La diamo solo per scontata. Deduciamo che tutte queste esperienze siano fatte
da un unico soggetto, che però non riusciamo a identificare.
È come mettere insieme, in un’indagine
di polizia, una serie di indizi concludendo che l’assassino è Tizio, salvo poi
scoprire che è Caio o che non c’è affatto perché il morto si è suicidato.
Oppure è come attribuire il nome “automobile”
ad un insieme di parti meccaniche, salvo poi accorgersi che, se togliamo ad una
ad una queste parti, non troviamo mai l’ “automobile.”
Una verifica?

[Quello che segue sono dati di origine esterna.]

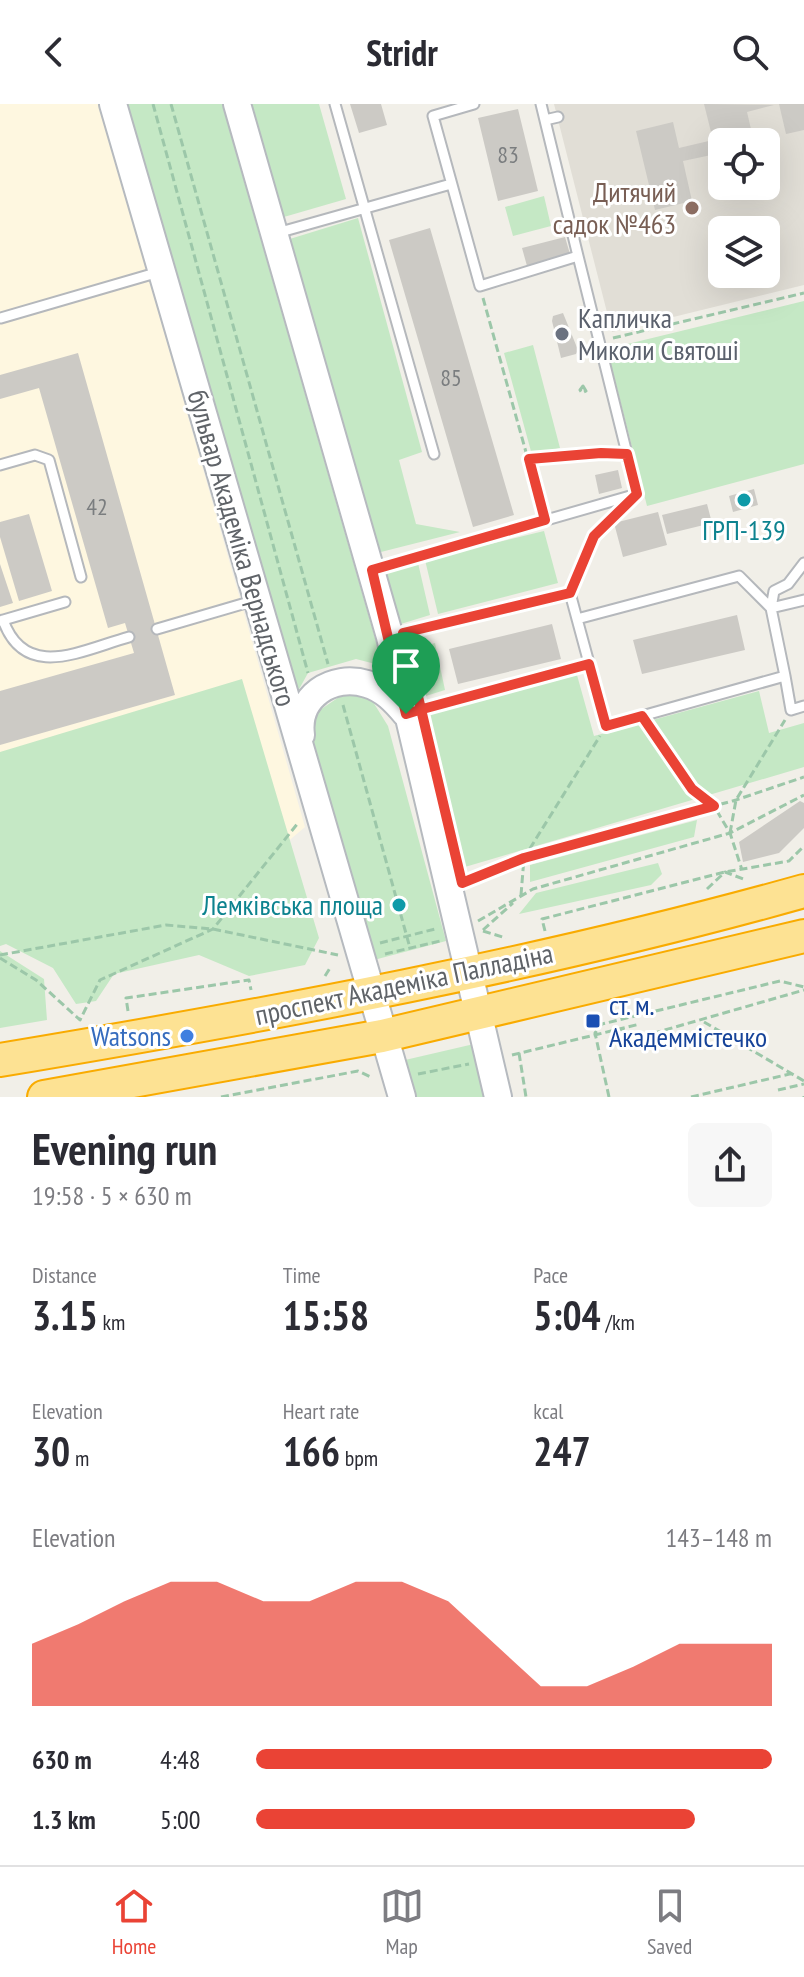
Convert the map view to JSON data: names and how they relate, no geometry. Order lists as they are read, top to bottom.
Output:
{
  "streets": {
    "highway": ["проспект Академіка Палладіна"],
    "main road": ["бульвар Академіка Вернадського"]
  },
  "crossings": [
    ["бульвар Академіка Вернадського", "проспект Академіка Палладіна"]
  ],
  "places": {
    "other": [
      "Дитячий садок №463",
      "Капличка Миколи Святоші",
      "ГРП-139",
      "Лемківська площа",
      "Watsons"
    ],
    "transit": ["ст. м. Академмістечко"]
  },
  "house_numbers": ["83", "85", "42"],
  "page": {
    "header": "Stridr",
    "heading": ["Evening run", "19:58 · 5 × 630 m"],
    "stats": [
      ["Distance", "3.15 km"],
      ["Time", "15:58"],
      ["Pace", "5:04 /km"],
      ["Elevation", "30 m"],
      ["Heart rate", "166 bpm"],
      ["kcal", "247"]
    ],
    "chart": ["Elevation", "143–148 m"],
    "list": [
      {
        "name": "630 m",
        "note": "4:48"
      },
      {
        "name": "1.3 km",
        "note": "5:00"
      }
    ],
    "tabs": ["Home", "Map", "Saved"]
  }
}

Quando non c’è uno
stato d’animo predominante, quando siamo sereni e in pace, dov’è l’io?
La conclusione logica si indebolisce
e la necessità di un io si fa meno impellente o addirittura inesistente. Però
noi viviamo lo stesso, anzi stiamo meglio, perché non abbiamo un’esigenza di
difesa, di delimitazione e di identificazione.
Uno stato d’animo è come un’onda che
appare, s’ingrossa e dopo un po’ scompare. Ma, quando non ci sono onde, il mare
è calmo e in noi riverbera una sensazione di infinito.
Esiste dunque una relazione fra
agitazione-confusione e necessità di un io e, viceversa, fra quiete e
liberazione dalle strettoie egoiche.
Un uomo calmo e rilassato è un uomo
libero, senza io.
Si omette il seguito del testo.